The agentic AI hype will be short-lived and expensive for thousands of companies, according to new research from Gartner, which warns just a small fraction of agent projects are “real” applications of the technology.

In its “Avoid Agentic AI Failure” report, Gartner said it would label just 130 of agentic AI vendors as real and predicted that 40% of agentic AI projects will fail by the end of 2027 as reality about limitations dawn.

Senior Director Analyst Anushree Verma said: “Most agentic AI propositions lack significant value or ROI, as current models don’t have the maturity and agency to autonomously achieve complex business goals or follow nuanced instructions over time."

Despite major investments in the technology, Bank of America predicted this month that spending on agentic AI could reach $155 billion by 2030, Verma said many of the use cases outlined by vendors "don't require agentic implementations."

The majority of current projects are simply "early stage experiments or proof of concepts", said Gartner's analysts, echoing claims about some start-ups, such as the now defunct Builder.ai, an AI-powered, low-code app builder, accused of using human engineers to do the majority of its work and obfuscating its process behind claims of a "human-assisted, AI powered assembly line."

What do researchers say?

Gartner’s claims will fuel existing agent scepticism and come as researchers express similar concerns.

One example: A new Carnegie Mellon University (CMU) study, which saw its team deploy a fully AI agent-staffed company (TheAgentCompany) to explore their capabilities in a real working environment.

After ‘hiring’ agents from Anthropic, Google, Meta and others, CMU's initial findings reported the best performing agents could only complete around 30% of the tasks given to them, often held up by their own attempts to skirt difficult tasks or struggles to navigate social and web-based interactions and still building up a large bill in the process.

See also: AI Agents: Rock, Paper, Scissors, Hype?

Researchers said that for some tasks "when the agent is not clear what the next steps should be, it sometimes tries to be clever and create fake "shortcuts" that omit the hard part of the task", while on other tasks they struggled to get pass popup windows when browsing the web, or follow up on advice to speak with a colleague.

Similarly, the Bank for International Settlement’s “Putting AI agents through their paces” report said agents were “impressive at narrowly defined tasks” but lacked “self-awareness” to change course when things went wrong while playing online games.

It argued the "primary limitation" of models such as Anthropic's Claude, which actually performed the best for CMU, was their "inability to self-criticise and self-correct", and said it will be crucial for models to overcome this hurdle if they are to "become self-improving" and take on complex human-like tasks.

A positive way forward?

It’s not all bad news for agents, Gartner also said it expected 15% of day-to-day work decisions to be made by agents, a small number but still up from 0% in 2024, and 33% of enterprise software applications to include agentic AI by 2028, though the ratio of applications to decisions made does raise more questions on productivity.

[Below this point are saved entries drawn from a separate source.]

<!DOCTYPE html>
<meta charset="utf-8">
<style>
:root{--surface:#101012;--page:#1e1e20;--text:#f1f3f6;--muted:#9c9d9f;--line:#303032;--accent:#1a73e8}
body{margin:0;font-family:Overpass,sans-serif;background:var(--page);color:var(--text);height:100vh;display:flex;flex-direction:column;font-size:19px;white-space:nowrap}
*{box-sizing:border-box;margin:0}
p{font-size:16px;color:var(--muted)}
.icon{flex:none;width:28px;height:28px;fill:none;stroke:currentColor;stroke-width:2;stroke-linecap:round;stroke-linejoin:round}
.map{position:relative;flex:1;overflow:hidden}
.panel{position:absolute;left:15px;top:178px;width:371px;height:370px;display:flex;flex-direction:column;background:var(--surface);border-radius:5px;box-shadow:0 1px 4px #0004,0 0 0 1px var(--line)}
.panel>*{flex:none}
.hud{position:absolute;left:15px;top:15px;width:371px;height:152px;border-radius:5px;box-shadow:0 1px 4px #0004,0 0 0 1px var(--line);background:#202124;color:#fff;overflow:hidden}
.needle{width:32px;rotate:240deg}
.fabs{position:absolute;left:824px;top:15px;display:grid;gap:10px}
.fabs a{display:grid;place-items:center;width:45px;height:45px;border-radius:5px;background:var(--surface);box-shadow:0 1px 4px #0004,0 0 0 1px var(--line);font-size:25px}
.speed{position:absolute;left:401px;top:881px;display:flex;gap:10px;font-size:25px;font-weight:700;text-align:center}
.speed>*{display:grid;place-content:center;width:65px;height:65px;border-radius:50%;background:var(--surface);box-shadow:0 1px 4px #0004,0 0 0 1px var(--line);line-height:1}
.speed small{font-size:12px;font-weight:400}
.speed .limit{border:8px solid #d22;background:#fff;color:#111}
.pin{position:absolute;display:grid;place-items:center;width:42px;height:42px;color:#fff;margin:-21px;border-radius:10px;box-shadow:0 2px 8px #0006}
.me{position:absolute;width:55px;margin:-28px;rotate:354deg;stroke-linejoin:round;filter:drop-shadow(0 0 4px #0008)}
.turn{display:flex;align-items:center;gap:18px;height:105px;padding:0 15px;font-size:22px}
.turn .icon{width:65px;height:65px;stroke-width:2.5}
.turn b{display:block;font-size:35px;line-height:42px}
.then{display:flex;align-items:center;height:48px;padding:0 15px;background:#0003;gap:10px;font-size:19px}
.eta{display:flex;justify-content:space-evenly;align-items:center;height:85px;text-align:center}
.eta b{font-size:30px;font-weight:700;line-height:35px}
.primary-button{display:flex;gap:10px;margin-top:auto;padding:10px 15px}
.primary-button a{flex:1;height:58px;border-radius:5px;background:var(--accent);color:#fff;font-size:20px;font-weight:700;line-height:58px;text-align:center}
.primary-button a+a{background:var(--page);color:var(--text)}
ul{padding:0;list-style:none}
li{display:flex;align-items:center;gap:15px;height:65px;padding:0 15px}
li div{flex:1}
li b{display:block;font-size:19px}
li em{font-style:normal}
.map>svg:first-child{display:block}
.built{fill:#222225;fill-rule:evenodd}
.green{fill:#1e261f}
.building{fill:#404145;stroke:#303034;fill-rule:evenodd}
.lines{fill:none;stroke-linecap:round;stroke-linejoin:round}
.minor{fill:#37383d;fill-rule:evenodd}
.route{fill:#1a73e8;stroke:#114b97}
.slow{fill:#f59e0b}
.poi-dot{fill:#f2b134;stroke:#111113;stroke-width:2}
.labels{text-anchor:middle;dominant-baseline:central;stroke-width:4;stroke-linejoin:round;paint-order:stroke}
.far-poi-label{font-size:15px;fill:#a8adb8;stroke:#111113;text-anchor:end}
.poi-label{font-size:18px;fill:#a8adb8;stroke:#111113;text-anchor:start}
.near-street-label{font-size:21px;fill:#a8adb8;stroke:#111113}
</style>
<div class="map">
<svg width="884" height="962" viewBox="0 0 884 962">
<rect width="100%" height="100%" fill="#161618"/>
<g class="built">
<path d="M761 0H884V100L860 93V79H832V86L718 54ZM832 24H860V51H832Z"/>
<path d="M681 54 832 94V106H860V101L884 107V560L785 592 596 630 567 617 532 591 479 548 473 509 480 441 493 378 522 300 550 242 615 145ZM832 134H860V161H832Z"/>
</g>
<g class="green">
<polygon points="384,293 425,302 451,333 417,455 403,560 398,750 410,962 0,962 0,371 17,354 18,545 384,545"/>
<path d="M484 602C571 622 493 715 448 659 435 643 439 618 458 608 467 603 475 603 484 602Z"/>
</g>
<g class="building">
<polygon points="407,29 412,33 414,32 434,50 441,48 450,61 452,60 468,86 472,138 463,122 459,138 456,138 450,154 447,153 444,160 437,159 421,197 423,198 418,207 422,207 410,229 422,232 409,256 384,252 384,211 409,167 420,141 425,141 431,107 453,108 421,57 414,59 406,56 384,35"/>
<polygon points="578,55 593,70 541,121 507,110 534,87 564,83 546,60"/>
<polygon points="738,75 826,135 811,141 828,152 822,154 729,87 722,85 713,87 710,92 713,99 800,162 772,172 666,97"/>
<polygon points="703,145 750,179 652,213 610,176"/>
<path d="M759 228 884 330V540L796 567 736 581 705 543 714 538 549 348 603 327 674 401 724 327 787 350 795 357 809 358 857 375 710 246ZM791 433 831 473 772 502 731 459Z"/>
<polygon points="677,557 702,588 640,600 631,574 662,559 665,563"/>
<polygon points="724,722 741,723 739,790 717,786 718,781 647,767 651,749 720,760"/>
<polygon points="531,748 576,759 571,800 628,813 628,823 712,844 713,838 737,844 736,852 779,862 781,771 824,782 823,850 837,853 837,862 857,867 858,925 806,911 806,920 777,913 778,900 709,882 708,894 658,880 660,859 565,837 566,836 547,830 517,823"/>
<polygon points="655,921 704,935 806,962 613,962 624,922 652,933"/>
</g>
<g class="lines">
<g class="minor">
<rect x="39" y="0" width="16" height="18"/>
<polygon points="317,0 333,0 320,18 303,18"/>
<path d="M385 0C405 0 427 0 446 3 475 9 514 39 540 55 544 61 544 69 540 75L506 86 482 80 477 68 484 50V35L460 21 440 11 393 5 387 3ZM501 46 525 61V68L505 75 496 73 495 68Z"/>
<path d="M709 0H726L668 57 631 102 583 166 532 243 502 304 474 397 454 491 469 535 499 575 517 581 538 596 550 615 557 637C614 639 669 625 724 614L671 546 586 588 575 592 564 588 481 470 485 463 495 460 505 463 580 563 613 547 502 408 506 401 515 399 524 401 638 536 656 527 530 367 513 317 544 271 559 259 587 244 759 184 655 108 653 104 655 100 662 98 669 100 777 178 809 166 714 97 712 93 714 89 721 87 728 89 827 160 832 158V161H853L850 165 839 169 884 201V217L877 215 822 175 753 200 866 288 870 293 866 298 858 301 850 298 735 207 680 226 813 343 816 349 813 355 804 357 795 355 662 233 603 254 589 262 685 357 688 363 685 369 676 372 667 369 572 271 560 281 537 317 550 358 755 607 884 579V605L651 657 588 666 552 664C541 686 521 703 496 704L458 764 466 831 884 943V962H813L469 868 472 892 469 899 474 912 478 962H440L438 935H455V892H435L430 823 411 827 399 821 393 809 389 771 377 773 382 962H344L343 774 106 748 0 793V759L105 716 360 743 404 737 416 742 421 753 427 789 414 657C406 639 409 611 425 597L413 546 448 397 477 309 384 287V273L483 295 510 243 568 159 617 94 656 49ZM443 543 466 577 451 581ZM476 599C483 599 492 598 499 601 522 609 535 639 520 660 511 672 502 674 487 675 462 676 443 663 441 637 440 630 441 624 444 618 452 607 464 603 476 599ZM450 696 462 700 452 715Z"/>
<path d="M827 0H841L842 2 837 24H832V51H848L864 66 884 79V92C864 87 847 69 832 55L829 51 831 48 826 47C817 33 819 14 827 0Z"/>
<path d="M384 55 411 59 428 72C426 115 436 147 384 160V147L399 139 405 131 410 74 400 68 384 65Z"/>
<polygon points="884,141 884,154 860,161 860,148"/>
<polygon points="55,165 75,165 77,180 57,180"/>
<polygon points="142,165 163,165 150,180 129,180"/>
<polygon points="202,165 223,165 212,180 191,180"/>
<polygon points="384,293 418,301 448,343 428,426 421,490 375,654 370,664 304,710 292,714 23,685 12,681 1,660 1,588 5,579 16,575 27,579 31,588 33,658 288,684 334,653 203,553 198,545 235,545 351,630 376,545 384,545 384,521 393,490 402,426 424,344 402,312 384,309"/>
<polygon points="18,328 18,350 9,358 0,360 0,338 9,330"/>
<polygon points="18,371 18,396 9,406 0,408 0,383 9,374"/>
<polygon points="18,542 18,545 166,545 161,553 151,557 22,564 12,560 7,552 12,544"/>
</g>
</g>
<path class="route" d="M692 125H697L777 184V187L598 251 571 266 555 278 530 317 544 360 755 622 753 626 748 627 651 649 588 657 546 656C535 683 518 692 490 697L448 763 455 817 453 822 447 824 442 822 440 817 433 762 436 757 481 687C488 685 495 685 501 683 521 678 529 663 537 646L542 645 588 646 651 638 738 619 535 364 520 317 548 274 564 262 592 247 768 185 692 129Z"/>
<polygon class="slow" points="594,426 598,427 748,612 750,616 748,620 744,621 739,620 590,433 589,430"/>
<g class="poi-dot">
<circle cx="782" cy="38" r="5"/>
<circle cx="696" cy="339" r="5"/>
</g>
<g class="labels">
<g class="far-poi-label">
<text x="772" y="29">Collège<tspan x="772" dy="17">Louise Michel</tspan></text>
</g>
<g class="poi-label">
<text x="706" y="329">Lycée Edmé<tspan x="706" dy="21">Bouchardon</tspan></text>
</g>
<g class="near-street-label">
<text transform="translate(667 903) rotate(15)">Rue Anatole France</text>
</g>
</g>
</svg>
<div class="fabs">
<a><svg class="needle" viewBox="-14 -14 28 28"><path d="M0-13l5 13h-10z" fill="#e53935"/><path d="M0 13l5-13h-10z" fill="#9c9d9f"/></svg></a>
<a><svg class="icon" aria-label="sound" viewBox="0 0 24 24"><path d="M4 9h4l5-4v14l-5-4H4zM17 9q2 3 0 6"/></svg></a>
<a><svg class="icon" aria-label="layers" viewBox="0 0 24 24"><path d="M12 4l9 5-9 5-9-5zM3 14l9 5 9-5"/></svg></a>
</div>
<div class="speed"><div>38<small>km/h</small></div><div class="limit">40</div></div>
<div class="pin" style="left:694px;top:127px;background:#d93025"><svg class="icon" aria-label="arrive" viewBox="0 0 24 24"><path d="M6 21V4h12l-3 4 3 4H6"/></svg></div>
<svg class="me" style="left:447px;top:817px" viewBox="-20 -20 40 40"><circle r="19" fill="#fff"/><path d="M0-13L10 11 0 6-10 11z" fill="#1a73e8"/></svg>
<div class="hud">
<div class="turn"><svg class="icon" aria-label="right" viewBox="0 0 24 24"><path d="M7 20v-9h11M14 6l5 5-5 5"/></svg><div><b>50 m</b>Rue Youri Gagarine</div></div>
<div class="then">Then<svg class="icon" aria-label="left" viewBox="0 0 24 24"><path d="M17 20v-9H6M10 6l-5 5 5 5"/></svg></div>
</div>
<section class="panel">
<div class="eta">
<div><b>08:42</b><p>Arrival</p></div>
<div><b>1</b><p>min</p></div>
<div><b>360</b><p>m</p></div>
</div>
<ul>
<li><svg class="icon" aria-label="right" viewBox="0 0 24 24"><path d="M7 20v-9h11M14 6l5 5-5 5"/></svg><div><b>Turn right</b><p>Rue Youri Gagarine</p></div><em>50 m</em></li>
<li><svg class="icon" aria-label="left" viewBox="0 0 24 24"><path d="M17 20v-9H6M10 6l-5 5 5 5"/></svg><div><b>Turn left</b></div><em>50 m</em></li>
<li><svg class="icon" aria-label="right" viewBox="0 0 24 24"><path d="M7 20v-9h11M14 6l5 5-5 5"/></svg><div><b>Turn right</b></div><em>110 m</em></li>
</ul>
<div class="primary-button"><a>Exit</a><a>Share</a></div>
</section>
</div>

It has also previously given much more positive predictions, including a claim in March that agents would resolve 80% of common customer service issues by 2029 and reduce operational costs by 30%.

See also: Goldman Sachs CIO: The next challenge for AI agents? Getting them to fit in with OUR culture

A MIT and Harvard Business School study also recently found that AI agents can be trained to overcome their impractical adherence to policies and address tasks involving necessary exceptions, citing its work to explain to AI agents why a $10.01 bag of flour was still worth purchasing to bake a birthday cake with a $10 flour budget.

While researchers said the study highlighted a “critical misalignment” between LLM and human decision making processes, they also advocated for enhancing off-the-shelf LLMs before deploying them and said after “supervised fine tuning”, AI models could “generalise human-like decision-making to novel scenarios.”

For now though, Verma said companies must “focus on enterprise productivity, rather than just individual task augmentation” to get the most out of their agents.